Some
stoners are actually sensitive kids. Believe it or not, it is not impossible for
them to fall in love, under the right circumstances. This is even true in French
Canada. When Théo meets Mag (short for Marguerite), the timing is either
utterly awful or absolutely perfect. Regardless, their rapport develops at warp
speed in Pascal Plante’s Fake Tattoos, which screens during the 2018 Slamdance Film Festival
in Park City.
Initially,
Mag and Théo meet awkwardly rather than cutely after a hardcore gig. She starts
busting on him for sporting a temporary tattoo, but then admits his artistry with
eye-liner is quite impressive. Aside from some comical guilty pleasures, they
mostly have the same taste in music. They are also unhappy outsiders, so a bond
quickly forms. Even a ragingly uncomfortable morning after cannot derail their
mutual attraction.
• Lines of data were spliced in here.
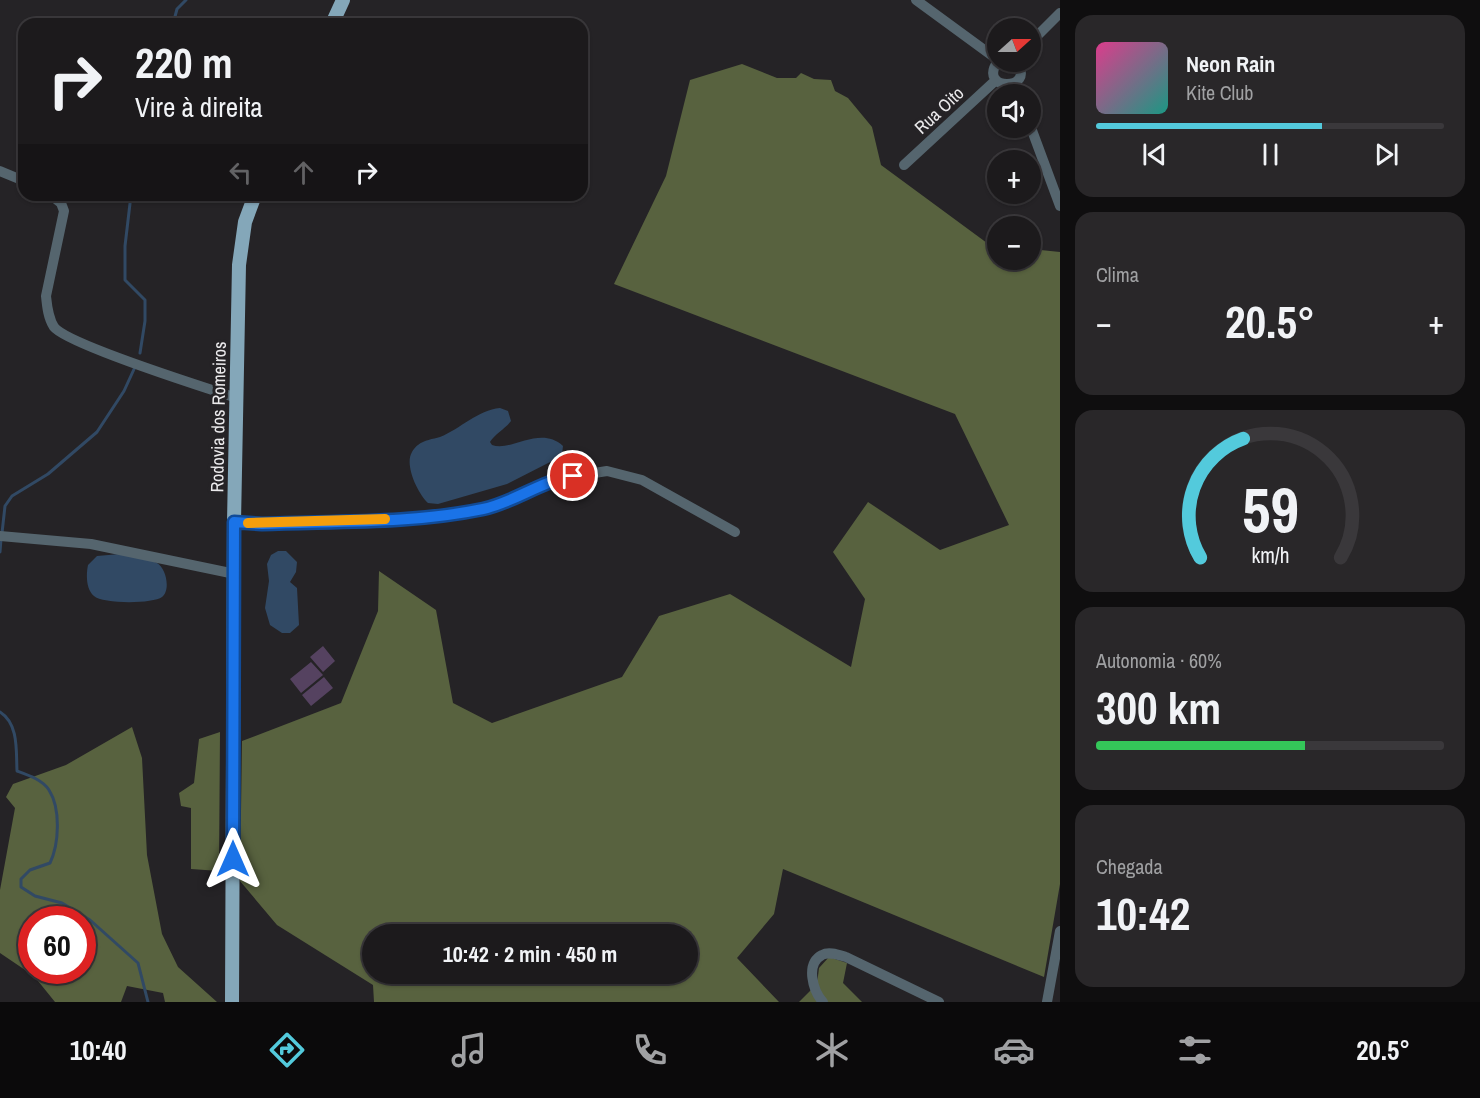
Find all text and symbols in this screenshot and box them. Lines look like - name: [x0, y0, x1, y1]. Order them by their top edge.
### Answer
- north arrow: [987, 18, 1041, 72]
- map controls: [987, 18, 1041, 270]
- text: 220 m: [135, 35, 233, 91]
- icon: right: [36, 42, 114, 120]
- text: Neon Rain: [1186, 49, 1275, 79]
- text: Kite Club: [1186, 79, 1253, 106]
- street label: Rua Oito: [909, 81, 969, 139]
- button: sound: [987, 84, 1041, 138]
- text: Vire à direita: [135, 89, 263, 125]
- icon: previous: [1138, 138, 1171, 171]
- icon: pause: [1254, 138, 1287, 171]
- icon: next: [1370, 138, 1403, 171]
- button: +: [987, 150, 1041, 204]
- icon: left: [224, 156, 257, 189]
- icon: ahead: [287, 156, 320, 189]
- icon: right: [350, 156, 383, 189]
- button: −: [987, 216, 1041, 270]
- text: Clima: [1096, 261, 1139, 288]
- text: 20.5°: [1225, 291, 1315, 352]
- text: −: [1096, 300, 1112, 344]
- text: +: [1428, 300, 1444, 344]
- street label: Rodovia dos Romeiros: [204, 341, 232, 493]
- pin: [547, 450, 598, 501]
- icon: arrive: [556, 459, 589, 492]
- text: 59: [1242, 467, 1298, 551]
- text: km/h: [1251, 541, 1289, 570]
- text: Autonomia · 60%: [1096, 647, 1222, 674]
- text: 300 km: [1096, 677, 1221, 738]
- position arrow: [201, 827, 265, 891]
- text: Chegada: [1096, 853, 1163, 880]
- text: 10:42: [1096, 883, 1190, 944]
- speed limit sign: 60: [18, 906, 96, 984]
- text: 10:42 · 2 min · 450 m: [443, 939, 617, 969]
- icon: directions: [266, 1029, 308, 1071]
- icon: music: [448, 1029, 490, 1071]
- icon: phone: [629, 1029, 671, 1071]
- icon: climate: [811, 1029, 853, 1071]
- icon: car: [993, 1029, 1035, 1071]
- icon: filters: [1174, 1029, 1216, 1071]
- text: 10:40: [70, 1032, 126, 1068]
- text: 20.5°: [1356, 1032, 1410, 1068]

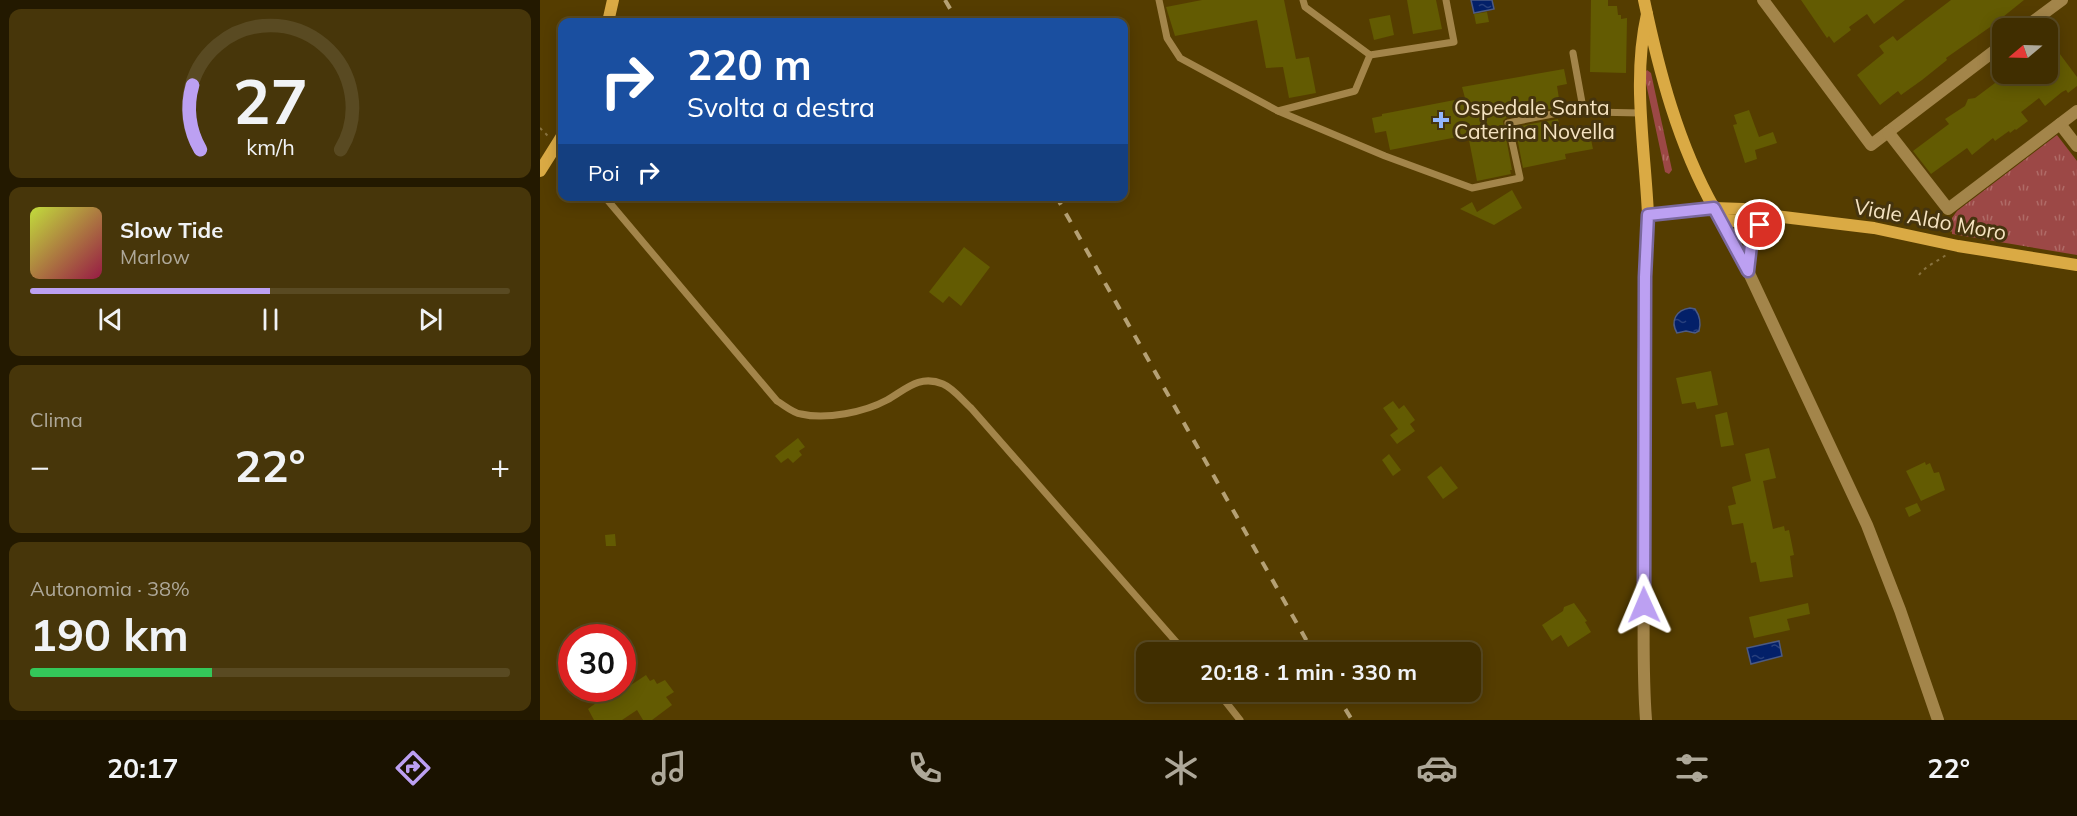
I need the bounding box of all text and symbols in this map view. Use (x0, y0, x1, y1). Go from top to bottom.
north arrow (1992, 18, 2058, 84)
map controls (1992, 18, 2058, 84)
text: 220 m (687, 38, 812, 91)
icon: right (588, 42, 666, 120)
text: 27 (233, 62, 307, 141)
text: Svolta a destra (687, 90, 875, 124)
place label: Ospedale Santa Caterina Novella (1454, 94, 1615, 144)
marker: Ospedale Santa Caterina Novella (1432, 111, 1450, 129)
text: km/h (246, 134, 294, 161)
icon: right (632, 156, 665, 189)
text: Poi (588, 159, 620, 187)
street label: Viale Aldo Moro (1852, 193, 2008, 245)
pin (1734, 199, 1785, 250)
icon: arrive (1743, 208, 1776, 241)
text: Slow Tide (120, 216, 223, 244)
text: Marlow (120, 244, 190, 269)
icon: previous (94, 303, 127, 336)
icon: pause (254, 303, 287, 336)
icon: next (414, 303, 447, 336)
text: Clima (30, 407, 83, 432)
text: 22° (234, 437, 306, 493)
text: − (30, 445, 50, 486)
text: + (490, 445, 510, 486)
position arrow (1612, 573, 1676, 637)
text: Autonomia · 38% (30, 576, 190, 601)
text: 190 km (30, 606, 189, 662)
speed limit sign: 30 (558, 624, 636, 702)
text: 20:18 · 1 min · 330 m (1200, 658, 1417, 686)
icon: directions (392, 747, 434, 789)
icon: music (648, 747, 690, 789)
icon: phone (904, 747, 946, 789)
icon: climate (1160, 747, 1202, 789)
icon: car (1416, 747, 1458, 789)
icon: filters (1671, 747, 1713, 789)
text: 20:17 (107, 751, 178, 785)
text: 22° (1927, 751, 1970, 785)

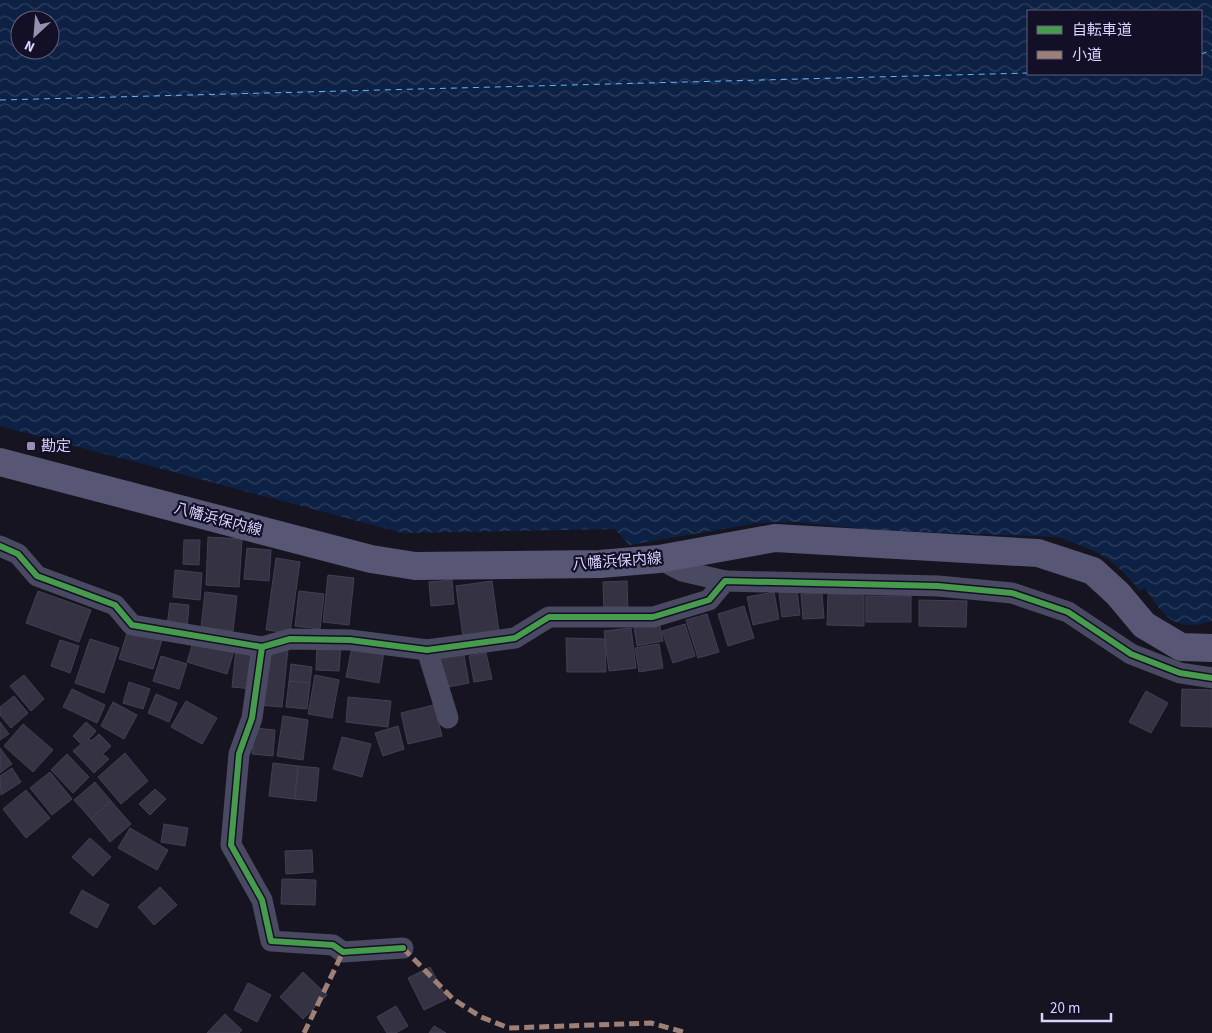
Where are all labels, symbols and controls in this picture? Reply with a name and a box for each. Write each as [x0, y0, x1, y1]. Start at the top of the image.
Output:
north arrow [10, 10, 60, 60]
legend [1027, 10, 1202, 75]
text: 自転車道 [1072, 20, 1132, 41]
text: N [21, 35, 38, 57]
text: 小道 [1072, 45, 1102, 66]
place label: 勘定 [41, 436, 71, 457]
marker: 勘定 [25, 440, 37, 452]
street label: 八幡浜保内線 [172, 498, 264, 541]
street label: 八幡浜保内線 [571, 548, 663, 575]
scale bar [1042, 990, 1111, 1022]
text: 20 m [1050, 998, 1080, 1019]

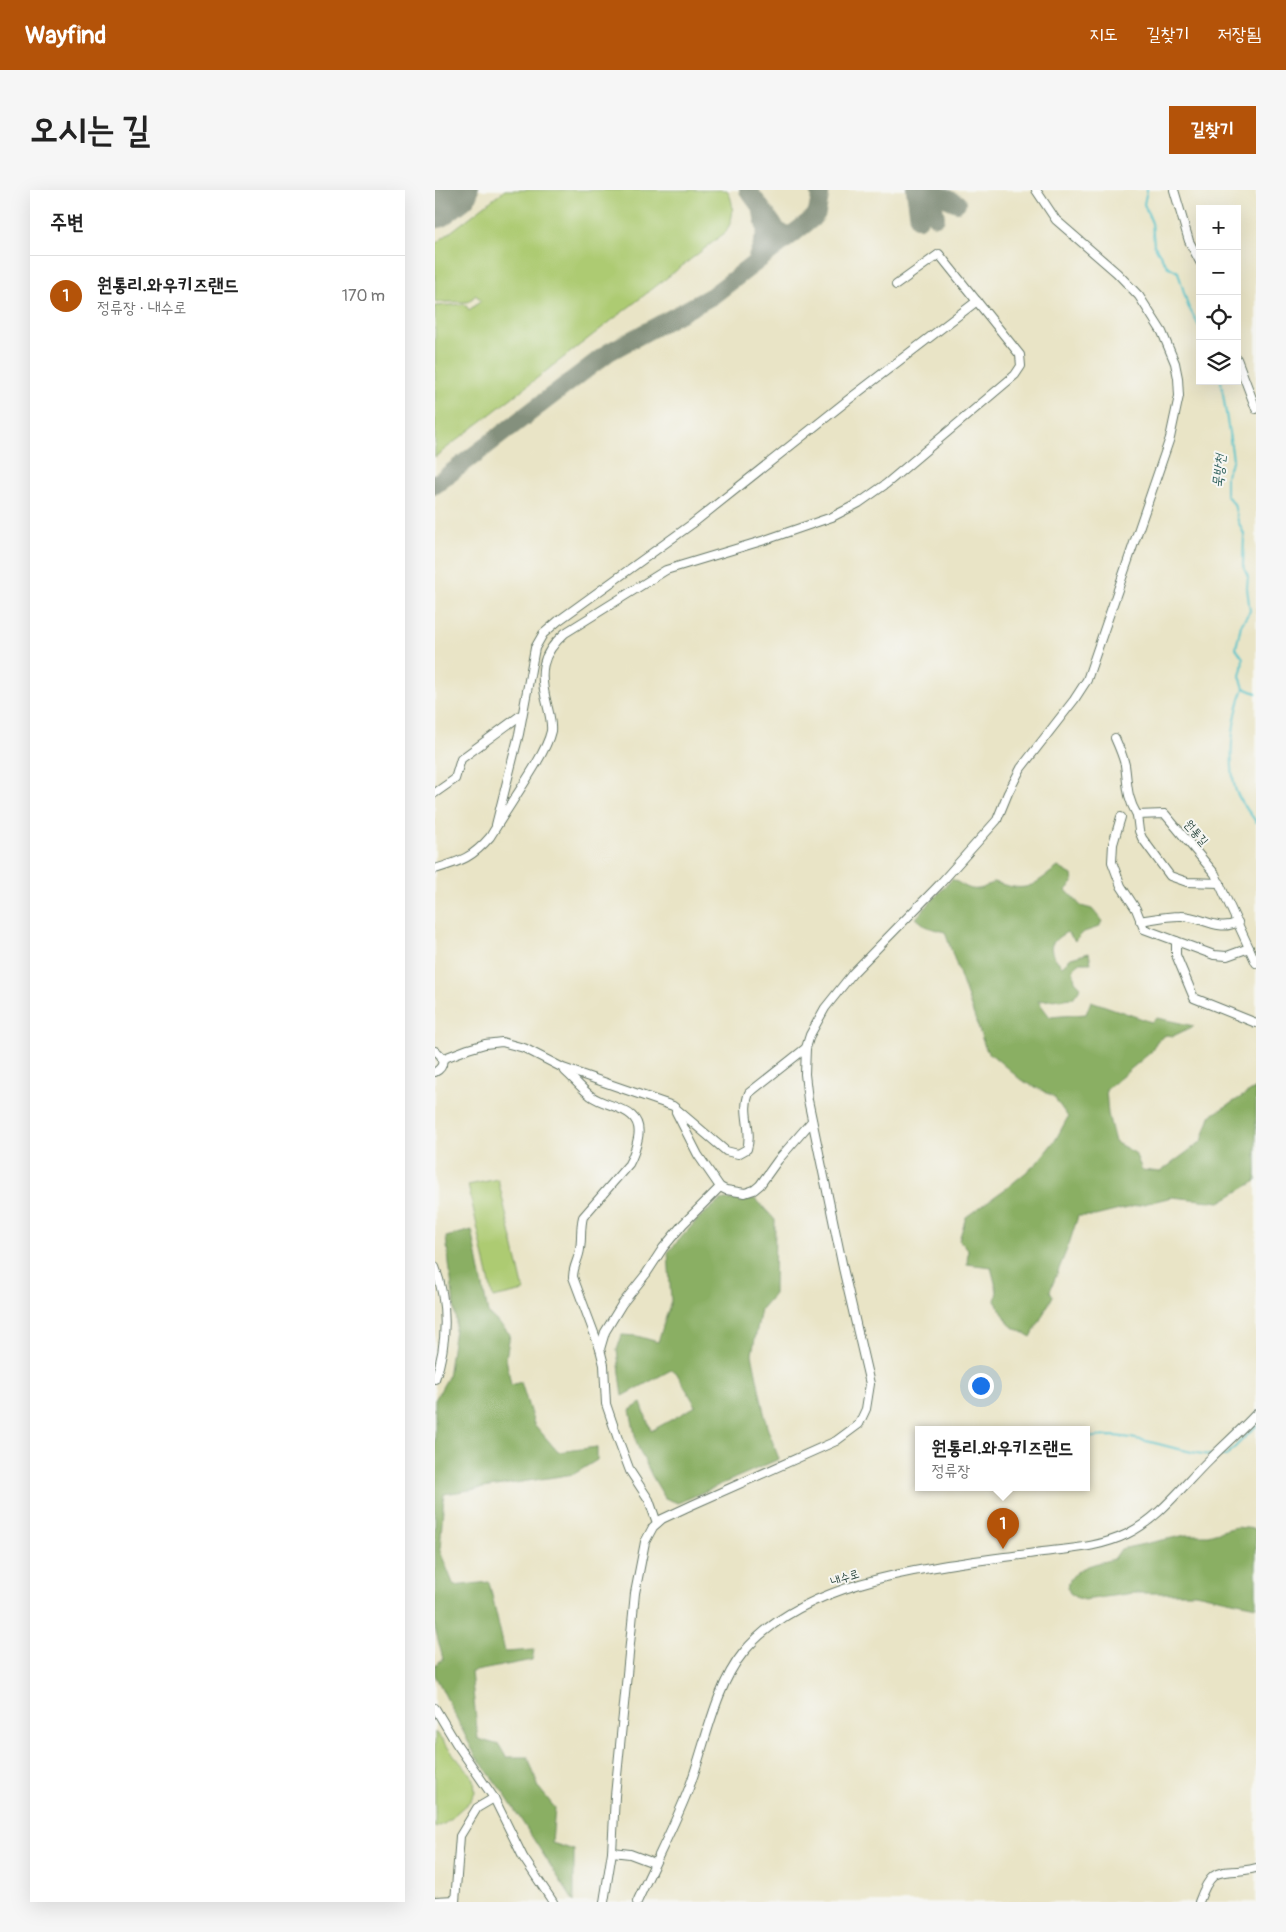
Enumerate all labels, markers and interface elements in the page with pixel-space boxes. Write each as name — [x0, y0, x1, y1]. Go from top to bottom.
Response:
text: Wayfind — [25, 21, 106, 50]
text: 지도 — [1089, 23, 1118, 46]
text: 길찾기 — [1146, 23, 1190, 46]
text: 저장됨 — [1218, 23, 1261, 46]
button: 길찾기 — [1169, 106, 1256, 154]
text: 오시는 길 — [30, 108, 150, 152]
map controls — [1196, 205, 1241, 385]
button: + — [1196, 205, 1241, 250]
text: 주변 — [50, 209, 84, 236]
button: − — [1196, 250, 1241, 295]
text: 원통리.와우키즈랜드 — [97, 273, 239, 297]
text: 1 — [63, 286, 69, 306]
text: 170 m — [342, 286, 385, 306]
button: locate — [1196, 295, 1241, 340]
text: 정류장 · 내수로 — [97, 298, 186, 318]
button: layers — [1196, 340, 1241, 385]
water label: 묵방천 — [1209, 452, 1229, 489]
street label: 원통길 — [1181, 817, 1211, 849]
your location — [968, 1373, 994, 1399]
popup — [915, 1426, 1090, 1491]
text: 원통리.와우키즈랜드 — [932, 1436, 1073, 1460]
text: 정류장 — [932, 1461, 970, 1481]
pin: 1 — [987, 1508, 1019, 1549]
street label: 내수로 — [829, 1566, 861, 1590]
However, their affair must presumably be finite, because Théo’s
mother is relocating them in two weeks, from Montreal to his grown sister’s provincial
digs.
Tattoos is sort of like a
grungy, slacker teen Éric Rohmer movie, mostly in the best ways. Plante takes time
to develop his primary characters and gives them scrupulously realistic but consistently
meaningful dialogue to chew on. Plante recreates the same breathlessly intimate
vibe and uses music to devastating effect, but as is sometimes the case with some
works from the master of the Seasons and the Moral Tales, it is debatable whether
Tattoos adds up to much when it is
all said and done.
Still,
Anthony Therrien and Rose-Marie Perreault rather brilliantly keep us focused on
the present moment, every second of the way. They are utterly unaffected and
completely believable as the young nearly-lovers, but it would be a disservice
to suggest they are just playing themselves. Most eighteen or nineteen-year-olds
lack this kind of emotional maturity. Their chemistry is also quite real and
potent.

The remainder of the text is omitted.